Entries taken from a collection
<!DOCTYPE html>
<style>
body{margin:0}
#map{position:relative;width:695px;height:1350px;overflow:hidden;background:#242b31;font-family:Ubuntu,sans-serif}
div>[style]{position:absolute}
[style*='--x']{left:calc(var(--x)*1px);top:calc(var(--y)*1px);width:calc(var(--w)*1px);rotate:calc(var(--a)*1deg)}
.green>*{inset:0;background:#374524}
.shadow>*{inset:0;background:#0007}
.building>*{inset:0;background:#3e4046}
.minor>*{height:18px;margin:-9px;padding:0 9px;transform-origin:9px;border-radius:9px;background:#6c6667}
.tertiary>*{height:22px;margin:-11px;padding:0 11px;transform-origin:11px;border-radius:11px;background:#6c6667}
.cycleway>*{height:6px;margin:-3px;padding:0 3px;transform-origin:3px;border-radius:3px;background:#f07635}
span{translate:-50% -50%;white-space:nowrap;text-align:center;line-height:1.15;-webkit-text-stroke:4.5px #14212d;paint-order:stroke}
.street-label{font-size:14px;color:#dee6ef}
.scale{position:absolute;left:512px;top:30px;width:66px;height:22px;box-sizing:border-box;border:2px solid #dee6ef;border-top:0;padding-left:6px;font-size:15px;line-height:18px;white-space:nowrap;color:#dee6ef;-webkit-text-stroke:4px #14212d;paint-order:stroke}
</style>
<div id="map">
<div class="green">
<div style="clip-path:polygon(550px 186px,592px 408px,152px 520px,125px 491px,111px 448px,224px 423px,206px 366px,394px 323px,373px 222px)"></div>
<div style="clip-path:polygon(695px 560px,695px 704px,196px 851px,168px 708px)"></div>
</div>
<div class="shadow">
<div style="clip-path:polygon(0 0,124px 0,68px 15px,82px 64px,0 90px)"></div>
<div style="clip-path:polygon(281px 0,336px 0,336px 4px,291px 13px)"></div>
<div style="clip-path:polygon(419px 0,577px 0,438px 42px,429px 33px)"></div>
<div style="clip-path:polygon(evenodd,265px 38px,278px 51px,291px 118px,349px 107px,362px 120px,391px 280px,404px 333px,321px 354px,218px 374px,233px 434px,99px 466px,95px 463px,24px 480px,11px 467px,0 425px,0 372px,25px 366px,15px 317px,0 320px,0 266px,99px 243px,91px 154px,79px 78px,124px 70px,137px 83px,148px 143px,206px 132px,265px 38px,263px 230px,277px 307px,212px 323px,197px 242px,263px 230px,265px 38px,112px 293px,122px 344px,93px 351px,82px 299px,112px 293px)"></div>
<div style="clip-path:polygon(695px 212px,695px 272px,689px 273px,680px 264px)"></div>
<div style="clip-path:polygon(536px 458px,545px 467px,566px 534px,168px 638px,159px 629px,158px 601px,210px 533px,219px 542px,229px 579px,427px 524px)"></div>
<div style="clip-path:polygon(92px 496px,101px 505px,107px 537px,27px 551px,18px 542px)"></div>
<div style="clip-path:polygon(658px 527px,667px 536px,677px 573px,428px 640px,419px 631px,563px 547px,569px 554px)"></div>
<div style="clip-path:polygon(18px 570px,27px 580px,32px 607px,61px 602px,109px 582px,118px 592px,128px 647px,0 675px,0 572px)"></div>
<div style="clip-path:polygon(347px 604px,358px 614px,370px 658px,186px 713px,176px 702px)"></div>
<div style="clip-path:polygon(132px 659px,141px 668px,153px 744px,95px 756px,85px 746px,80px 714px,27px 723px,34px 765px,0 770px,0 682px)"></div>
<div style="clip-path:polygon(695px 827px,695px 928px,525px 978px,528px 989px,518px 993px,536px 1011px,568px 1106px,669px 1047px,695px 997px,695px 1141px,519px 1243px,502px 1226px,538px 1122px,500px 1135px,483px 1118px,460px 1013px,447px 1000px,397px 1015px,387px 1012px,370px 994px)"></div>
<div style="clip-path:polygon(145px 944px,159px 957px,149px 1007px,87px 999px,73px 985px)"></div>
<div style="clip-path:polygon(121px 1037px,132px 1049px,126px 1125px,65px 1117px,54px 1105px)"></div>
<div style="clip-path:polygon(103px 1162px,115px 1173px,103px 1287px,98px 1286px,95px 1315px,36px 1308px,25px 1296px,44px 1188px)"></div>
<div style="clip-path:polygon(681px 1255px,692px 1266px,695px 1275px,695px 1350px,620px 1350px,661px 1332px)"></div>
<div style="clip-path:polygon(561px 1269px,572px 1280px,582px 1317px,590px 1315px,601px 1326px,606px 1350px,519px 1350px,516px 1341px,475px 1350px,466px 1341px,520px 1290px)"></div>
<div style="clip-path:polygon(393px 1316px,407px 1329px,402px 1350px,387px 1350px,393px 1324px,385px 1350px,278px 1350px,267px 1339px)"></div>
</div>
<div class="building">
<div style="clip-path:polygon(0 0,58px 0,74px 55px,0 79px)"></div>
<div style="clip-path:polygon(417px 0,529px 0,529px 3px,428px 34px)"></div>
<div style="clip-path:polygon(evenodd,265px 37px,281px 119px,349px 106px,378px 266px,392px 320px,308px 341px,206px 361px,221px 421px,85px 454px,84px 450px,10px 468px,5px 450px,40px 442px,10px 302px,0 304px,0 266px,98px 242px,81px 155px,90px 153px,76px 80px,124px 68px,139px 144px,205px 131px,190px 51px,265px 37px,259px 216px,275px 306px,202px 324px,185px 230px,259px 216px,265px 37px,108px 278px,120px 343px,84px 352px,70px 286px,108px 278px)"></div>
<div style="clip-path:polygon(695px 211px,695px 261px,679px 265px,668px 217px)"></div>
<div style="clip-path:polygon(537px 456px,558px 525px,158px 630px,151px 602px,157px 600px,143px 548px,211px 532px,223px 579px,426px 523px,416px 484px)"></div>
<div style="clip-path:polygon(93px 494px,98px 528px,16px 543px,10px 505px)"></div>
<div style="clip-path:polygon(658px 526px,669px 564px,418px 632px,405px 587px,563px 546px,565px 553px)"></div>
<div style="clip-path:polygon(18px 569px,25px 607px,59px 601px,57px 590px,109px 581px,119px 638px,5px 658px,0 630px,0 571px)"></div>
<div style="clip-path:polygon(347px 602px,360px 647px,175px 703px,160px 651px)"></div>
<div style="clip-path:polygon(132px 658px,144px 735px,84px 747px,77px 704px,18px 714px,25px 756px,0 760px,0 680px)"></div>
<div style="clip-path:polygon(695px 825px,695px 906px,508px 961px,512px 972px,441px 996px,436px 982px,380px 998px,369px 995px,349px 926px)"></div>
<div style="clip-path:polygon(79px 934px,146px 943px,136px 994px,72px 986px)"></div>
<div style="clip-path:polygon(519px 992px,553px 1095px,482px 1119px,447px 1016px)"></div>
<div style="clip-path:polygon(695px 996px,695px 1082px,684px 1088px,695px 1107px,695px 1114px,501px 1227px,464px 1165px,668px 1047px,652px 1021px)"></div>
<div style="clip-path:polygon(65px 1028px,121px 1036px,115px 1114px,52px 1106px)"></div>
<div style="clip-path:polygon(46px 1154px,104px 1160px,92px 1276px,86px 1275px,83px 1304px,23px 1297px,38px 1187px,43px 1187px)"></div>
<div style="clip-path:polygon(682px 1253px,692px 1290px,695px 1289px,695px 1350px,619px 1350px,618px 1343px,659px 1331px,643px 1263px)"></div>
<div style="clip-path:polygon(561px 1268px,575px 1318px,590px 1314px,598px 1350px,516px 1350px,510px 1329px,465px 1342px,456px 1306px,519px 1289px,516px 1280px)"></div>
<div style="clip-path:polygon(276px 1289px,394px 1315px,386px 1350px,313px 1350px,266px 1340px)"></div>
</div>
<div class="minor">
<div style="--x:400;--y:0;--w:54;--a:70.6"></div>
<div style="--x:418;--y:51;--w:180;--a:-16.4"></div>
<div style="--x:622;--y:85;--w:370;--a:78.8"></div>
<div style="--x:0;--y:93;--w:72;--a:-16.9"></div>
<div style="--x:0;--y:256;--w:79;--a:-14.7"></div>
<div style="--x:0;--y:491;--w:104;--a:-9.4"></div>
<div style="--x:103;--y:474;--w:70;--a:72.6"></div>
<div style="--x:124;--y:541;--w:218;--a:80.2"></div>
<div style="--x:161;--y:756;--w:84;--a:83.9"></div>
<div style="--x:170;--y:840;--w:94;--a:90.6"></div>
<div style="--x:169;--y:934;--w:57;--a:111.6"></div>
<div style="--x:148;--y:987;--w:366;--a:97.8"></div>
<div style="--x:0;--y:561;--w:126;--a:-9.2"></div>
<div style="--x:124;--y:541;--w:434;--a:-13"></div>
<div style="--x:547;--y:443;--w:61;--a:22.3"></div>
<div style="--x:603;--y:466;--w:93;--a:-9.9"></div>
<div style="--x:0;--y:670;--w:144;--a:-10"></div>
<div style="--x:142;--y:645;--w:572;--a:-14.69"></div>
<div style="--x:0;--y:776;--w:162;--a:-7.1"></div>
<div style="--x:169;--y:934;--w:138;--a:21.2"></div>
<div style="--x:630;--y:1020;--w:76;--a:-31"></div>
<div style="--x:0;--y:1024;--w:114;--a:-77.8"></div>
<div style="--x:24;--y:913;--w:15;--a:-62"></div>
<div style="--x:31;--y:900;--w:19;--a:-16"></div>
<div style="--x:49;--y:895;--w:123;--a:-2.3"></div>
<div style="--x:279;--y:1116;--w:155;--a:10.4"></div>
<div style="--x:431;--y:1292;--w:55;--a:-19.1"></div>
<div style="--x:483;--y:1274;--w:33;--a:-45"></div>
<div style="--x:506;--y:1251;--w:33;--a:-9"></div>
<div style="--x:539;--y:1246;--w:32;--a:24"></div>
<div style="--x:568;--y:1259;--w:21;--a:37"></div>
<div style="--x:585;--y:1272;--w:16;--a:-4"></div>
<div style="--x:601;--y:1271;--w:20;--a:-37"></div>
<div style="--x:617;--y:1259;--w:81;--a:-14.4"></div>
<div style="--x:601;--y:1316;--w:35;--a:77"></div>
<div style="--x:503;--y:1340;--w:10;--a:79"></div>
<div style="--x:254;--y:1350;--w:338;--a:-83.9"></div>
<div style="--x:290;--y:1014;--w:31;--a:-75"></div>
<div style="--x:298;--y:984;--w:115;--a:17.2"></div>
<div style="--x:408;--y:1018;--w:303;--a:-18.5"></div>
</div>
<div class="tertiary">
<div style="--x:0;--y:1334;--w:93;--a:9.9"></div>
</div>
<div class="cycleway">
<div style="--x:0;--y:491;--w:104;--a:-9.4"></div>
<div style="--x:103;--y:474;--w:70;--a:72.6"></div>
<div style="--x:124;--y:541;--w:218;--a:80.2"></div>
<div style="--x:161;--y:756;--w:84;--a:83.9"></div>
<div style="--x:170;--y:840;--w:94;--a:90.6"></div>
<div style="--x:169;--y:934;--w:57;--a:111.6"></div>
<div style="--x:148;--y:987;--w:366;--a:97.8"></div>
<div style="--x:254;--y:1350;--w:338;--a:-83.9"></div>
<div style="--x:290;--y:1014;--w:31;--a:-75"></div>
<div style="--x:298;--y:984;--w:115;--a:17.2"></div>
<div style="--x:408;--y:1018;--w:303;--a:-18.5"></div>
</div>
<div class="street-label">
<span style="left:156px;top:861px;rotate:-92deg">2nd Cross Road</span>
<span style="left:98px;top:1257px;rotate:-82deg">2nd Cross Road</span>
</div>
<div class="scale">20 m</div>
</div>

Problem description >> Here the output must be the lines above from the line with "526px,669px 564px,418px 632px,405px" to the line with "569px,25px 607px,59px 601px,57px", both included, duplicated word for word and nothing else.

Exercise result >>
<div style="clip-path:polygon(658px 526px,669px 564px,418px 632px,405px 587px,563px 546px,565px 553px)"></div>
<div style="clip-path:polygon(18px 569px,25px 607px,59px 601px,57px 590px,109px 581px,119px 638px,5px 658px,0 630px,0 571px)"></div>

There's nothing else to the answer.